THOSE DREADFUL MITFORD SISTERS…ONE A NAZI THE OTHER A STALINIST

http://www.washingtontimes.com/news/2011/jan/12/sister-who-embraced-stalinism/print/

The common denominator of this family is simply heartlessness, which comes as close as anything to explaining their dreadful indifference to what they so blithely espoused.

BOOK REVIEW: Sister who embraced Stalinism By Martin Rubin

IRREPRESSIBLE: THE LIFE AND TIMES OF JESSICA MITFORD
By Leslie Brody
Counterpoint, $28, 403 pages, iIlustrated

In the many volumes of what might be termed Mitfordology – studies of that endlessly fascinating and appalling clan – next-to-last daughter Jessica often appears as a salutary counterpoint to her Nazi and fascist siblings. But in the account of her life in this adulatory biography, what is most striking is not what sets her apart from all those other Mitfords, but rather her horrible similarity to them. In the worst sense of the term, they were blithe spirits whose aloofness and sense of aristocratic entitlement led them headlong into the Scylla and Charybdis of 20th-century totalitarianism: communism and Nazism.

California writer Leslie Brody sees her subject through rose-colored spectacles, and so Mitford‘s Stalinism is nothing like her sisters’ Nazism. This is not surprising coming from a biographer who thanks an entity called the “People’s Writing Committee,” and her book is one in which it is easier to find a discussion of McCarthyite persecution and the unfairness of loyalty oaths than of the gulag.

But even an admiring account of Mitford‘s political activities provides a chilling portrait of someone whose rebelliousness led her toward a lifelong embrace of a system without regard for its defects, indifferent to the suffering it imposed on millions. To her credit, Ms. Brody criticizes Mitford for dismissing the fear and misery she saw with her own eyes on visiting Hungary in 1955. It’s interesting that she didn’t spend much time experiencing the fruits of communist rule where it actually existed. For her, communism was more a mode for her twin avocations of muckraking and poking fun.

What runs through Mitford‘s life on both sides of the Atlantic is a streak of the sociopath. This was one communist who practiced that Marxist staple that the end justifies the means. Whether it was stealing whatever wasn’t nailed down in the homes of the rich who offered her hospitality or lying that she was a graduate of the Sorbonne to get a job in the federal government in Washington (with the Nazis conveniently occupying Paris, how could anyone check, she figured) Mitford felt no pangs of guilt, only justification.

The early influence of a governess who took her shoplifting – “jiggery-pokery” was the cozy name she gave it – was her introduction to the antinomian, and she continued to embrace it. If she couldn’t find someone to wash her underwear – whether it was a servant or an acquaintance dragooned into service – she simply didn’t wear any. Communist or not, she had a way of being irrepressibly offensive in the most common everyday situations.

A more serious fault of this biography than its credulousness toward Mitford‘s politics is its inaccuracies. Some of these are small – the SS Aurania, on which Mitford first sailed to the United States, was not a Canadian vessel but a British Cunarder, and her father was a baron and not a baronet – but they are nonetheless significant. If you are going to write about the Mitfords, you have to know all about the British aristocracy, and there is a big difference between a baron, who is a peer and whose daughters bear the title honorable, and a mere baronet.

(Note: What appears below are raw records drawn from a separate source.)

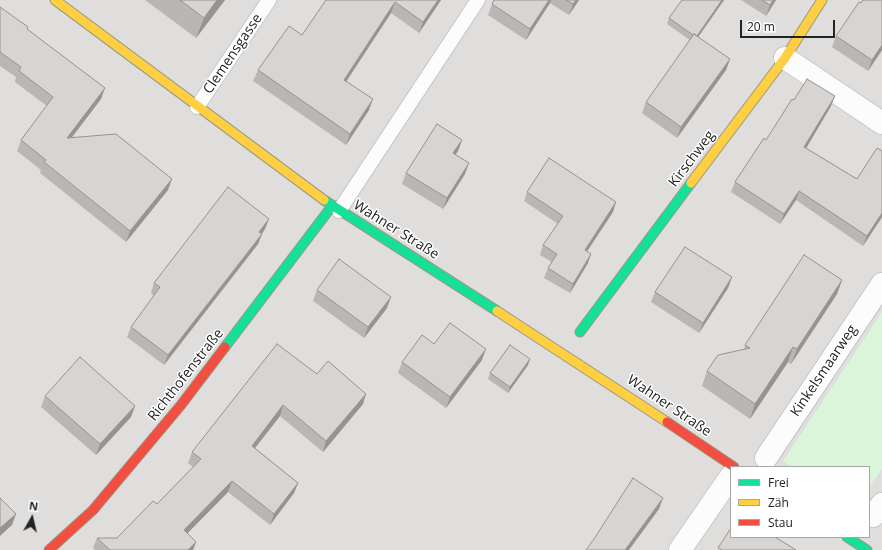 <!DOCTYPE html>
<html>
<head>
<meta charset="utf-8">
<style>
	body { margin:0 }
	#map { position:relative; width:882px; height:550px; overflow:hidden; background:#f0eeeb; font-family:"Open Sans",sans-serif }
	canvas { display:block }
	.legend { position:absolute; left:730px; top:466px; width:140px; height:72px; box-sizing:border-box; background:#fff; border:1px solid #a7a7a7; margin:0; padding:5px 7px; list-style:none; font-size:12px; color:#222 }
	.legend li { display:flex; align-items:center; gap:8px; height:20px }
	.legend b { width:20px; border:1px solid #a7a7a7 }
	.north { position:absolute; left:12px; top:498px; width:40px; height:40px; -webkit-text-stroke:3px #fff; paint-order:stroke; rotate:8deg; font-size:11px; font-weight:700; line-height:16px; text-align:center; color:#222 }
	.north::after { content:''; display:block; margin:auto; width:14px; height:18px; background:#222; clip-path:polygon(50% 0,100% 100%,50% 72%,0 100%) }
	.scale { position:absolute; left:740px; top:20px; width:95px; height:18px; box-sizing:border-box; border:2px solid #222; border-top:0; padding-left:5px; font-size:12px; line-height:14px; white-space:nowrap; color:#222; -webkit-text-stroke:3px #fff; paint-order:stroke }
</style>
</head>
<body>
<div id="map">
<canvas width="882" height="550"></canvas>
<ul class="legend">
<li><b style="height:5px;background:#16e098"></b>Frei</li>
<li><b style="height:5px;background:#ffcf43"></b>Zäh</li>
<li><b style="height:5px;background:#f24e42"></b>Stau</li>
</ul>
<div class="north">N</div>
<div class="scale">20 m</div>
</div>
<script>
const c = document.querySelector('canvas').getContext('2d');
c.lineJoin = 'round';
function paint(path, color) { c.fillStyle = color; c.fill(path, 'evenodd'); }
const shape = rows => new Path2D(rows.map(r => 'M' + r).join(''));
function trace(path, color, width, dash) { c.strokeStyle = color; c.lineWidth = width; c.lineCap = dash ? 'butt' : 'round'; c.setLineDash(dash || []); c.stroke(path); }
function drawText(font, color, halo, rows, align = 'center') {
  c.font = font + ' "Open Sans",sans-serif'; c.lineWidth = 3; c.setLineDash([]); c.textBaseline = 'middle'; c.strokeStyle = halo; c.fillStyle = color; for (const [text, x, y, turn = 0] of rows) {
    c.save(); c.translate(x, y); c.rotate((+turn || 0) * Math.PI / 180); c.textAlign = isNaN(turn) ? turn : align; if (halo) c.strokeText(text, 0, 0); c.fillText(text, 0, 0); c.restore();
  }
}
paint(shape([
	[0,0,882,0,882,550,0,550],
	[731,467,869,467,869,537,731,537]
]), '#dfdedc');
paint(shape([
	[882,312,882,469,869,487,869,467,792,467,783,461]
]), '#daf5da');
const lane = shape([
	[197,107,269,0],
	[339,211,478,0]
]);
const street = shape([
	[785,58,882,123],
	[766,458,882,284],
	[873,516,882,504],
	[680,550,731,476]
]);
const fast = shape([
	[324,200,497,311],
	[580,332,691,183],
	[225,347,332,206],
	[847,537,867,550]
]);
const slow = shape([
	[55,0,324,200],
	[691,183,785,58,822,0],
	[497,311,667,422]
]);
const jam = shape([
	[667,422,734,467],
	[49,550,93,510,181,405,225,347]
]);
trace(lane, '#c9c8c7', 16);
trace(street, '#c9c8c7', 24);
trace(fast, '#999a82', 11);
trace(slow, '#999a82', 11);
trace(jam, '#999a82', 11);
trace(lane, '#fdfcfc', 14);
trace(street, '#fdfcfc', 22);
trace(fast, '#16e098', 9);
trace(slow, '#ffcf43', 9);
trace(jam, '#f24e42', 9);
paint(shape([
	[145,0,225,0,196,38],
	[326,0,441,0,419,33,391,13,346,81,369,110,346,145,253,81,258,70,302,35],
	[494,0,579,0,569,15,550,3,526,40,488,15,492,4],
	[682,0,724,0,698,37,730,59,726,70,677,138,642,113,646,102,690,40,667,24,669,18],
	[741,0,776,0,766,16],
	[861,3,882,50,868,71,832,47,836,36],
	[0,7,27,29,101,99,71,138,168,190,126,242,40,173,41,170,17,151,21,140,47,106,15,82,16,77,0,66],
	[794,100,831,106,806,148,857,179,882,151,882,217,863,246,796,200,780,224,731,192,735,182,766,140],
	[462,140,458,151,455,155,465,174,443,209,402,184,406,173],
	[527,192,613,212,587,251,588,263,570,293,544,278,548,268,552,262,540,255,543,245,558,224,524,201],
	[265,229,262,234,258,244,164,365,127,337,131,327,154,296,151,293,154,283],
	[732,277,728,288,699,333,651,302,655,292],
	[842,280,837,294,791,364,788,362,750,419,702,386,707,371,744,349,745,345],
	[317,290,387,308,364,338,313,301],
	[434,344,482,360,446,408,398,373,402,362],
	[530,359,528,365,508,393,488,379,490,373],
	[317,374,363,404,323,452,280,416,255,448,298,483,294,493,270,525,228,492,187,533,196,542,193,550,95,550,93,548,97,538,117,538,157,504,193,467,188,463,192,452],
	[45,396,131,417,96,455,41,407]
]), '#b9b6b5');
paint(shape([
	[217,0,225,0,196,38,204,18],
	[438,0,441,0,419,33,423,22],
	[549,0,551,0,550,3,526,40,530,29],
	[576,0,579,0,569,15,573,4],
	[722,0,724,0,694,43,696,37],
	[773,0,776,0,766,16,770,5],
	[395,2,391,13,340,91,344,80],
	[882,45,882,50,868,71,872,60],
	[730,59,726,70,677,138,681,127],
	[105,88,101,99,63,149,67,138],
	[835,96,831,106,801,157,804,147],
	[373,99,369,110,346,145,350,134],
	[462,140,458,151,449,164,453,153],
	[469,163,465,174,443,209,447,198],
	[172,179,168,190,126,242,130,231],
	[799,191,796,200,780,224,784,214],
	[616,202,613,212,582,259,585,250],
	[882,213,882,217,863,246,867,236],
	[269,219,265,229,256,242,259,232],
	[262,234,258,244,164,365,168,355],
	[591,254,588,263,570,293,573,284],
	[732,277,728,288,699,333,703,323],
	[842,280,837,294,791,364,797,349],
	[391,297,387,308,364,338,368,327],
	[793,347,788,362,750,419,755,404],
	[486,349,482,360,446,408,450,397],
	[530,359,528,365,508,393,510,387],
	[366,394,363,404,323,452,326,441],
	[283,405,280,416,248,457,252,446],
	[135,406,131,417,96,455,100,444],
	[232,481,228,492,180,541,184,530],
	[298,483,294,493,270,525,274,514],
	[663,498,659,509,629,550,625,550],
	[16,514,12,525,0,536,0,528],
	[196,542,193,550,188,550]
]), '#969493');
const building = shape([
	[180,0,217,0,204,18,180,0],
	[326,0,438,0,423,22,395,2,344,80,373,99,350,134,258,70,289,26,302,35,326,0],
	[494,0,549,0,530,29,492,4,494,0],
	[566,0,576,0,573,4,566,0],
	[682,0,722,0,697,36,694,34,693,35,669,18,682,0],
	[762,0,773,0,770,5,762,0],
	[863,0,882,0,882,45,872,60,836,36,859,2,861,3,863,0],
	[0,7,28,27,27,29,105,88,67,138,116,134,172,179,130,231,44,162,46,160,21,140,53,97,19,71,21,67,0,52,0,7],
	[694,34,730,59,681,127,646,102,694,34],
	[807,79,835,96,804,147,857,179,877,148,882,151,882,213,867,236,799,191,784,214,735,182,764,138,766,140,792,99,794,100,807,79],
	[437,124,462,140,453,153,469,163,447,198,406,173,437,124],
	[549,158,616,202,585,250,591,254,573,284,548,268,557,254,543,245,563,216,527,192,549,158],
	[228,187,269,219,259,232,262,234,168,355,131,327,160,287,154,283,228,187],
	[685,247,732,277,703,323,655,292,685,247],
	[804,255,842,280,797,349,793,347,755,404,707,371,718,355,750,348,745,345,804,255],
	[339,259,391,297,368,327,317,290,339,259],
	[450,323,486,349,450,397,402,362,422,335,434,344,450,323],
	[277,344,317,374,328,361,366,394,326,441,283,405,252,446,298,483,274,514,232,481,184,530,196,542,188,550,110,550,97,538,117,538,153,501,157,504,201,459,192,452,277,344],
	[510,345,530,359,510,387,490,373,510,345],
	[80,357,135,406,100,444,45,396,80,357],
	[633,478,663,498,625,550,586,550,594,539,633,478],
	[0,498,16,514,0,528,0,498],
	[731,528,731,537,775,537,796,550,722,550,718,548,731,528]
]);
paint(building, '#d7d4d2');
trace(building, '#969493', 1);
drawText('14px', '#222', '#fff', [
	["Clemensgasse",233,54,-56],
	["Kirschweg",692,159,-53],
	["Wahner Straße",396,230,32],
	["Kinkelsmaarweg",824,371,-56],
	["Richthofenstraße",186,375,-52],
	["Wahner Straße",669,406,34]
]);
</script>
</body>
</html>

It is really intolerable, however, that the biographer thinks not only that the Universal Declaration of Human Rights was adopted at the 1945 San Francisco Conference, which founded the United Nations, but that it “reflected” Mitford and her friends’ – perhaps comrades would have been a better word – platform. It was, in fact, adopted three years later, after a long struggle by its “onlie begetter,” Eleanor Roosevelt, against a great deal of obstruction from those pillars of human rights, the communist delegates of whom Mitford was such an uncritical fan and who eventually voted for it quite cynically while refraining from implementing it in any way in their nations.

Indeed, even Mitford herself recounted how her erstwhile communist cohorts in England laughed at her when she revisited them in the ’50s: They could not believe she had not long since seen the light. But in the stale air bubble that was the American Communist Party, Mitford was cocooned against any fresh breath of revelation like that which had caused the scales to drop from the eyes of her English comrades.

Whatever its deficiencies, this biography can still bring us to the enduring question of how so many members of this particular English family could so fervently embrace totalitarian ideologies. One of the most thoughtful and insightful students of the Mitfords, David Pryce-Jones, has pointed in his study of Hitler-loving sister Unity Valkyrie (no kidding; if ever there was a determinative name) to various antecedents with rebarbative social and political views. But even with dyed-in-the-wool aristocrats like these, lineage isn’t everything. The common denominator of this family is simply heartlessness, which comes as close as anything to explaining their dreadful indifference to what they so blithely espoused.

Martin Rubin is a writer and critic in Pasadena, Calif.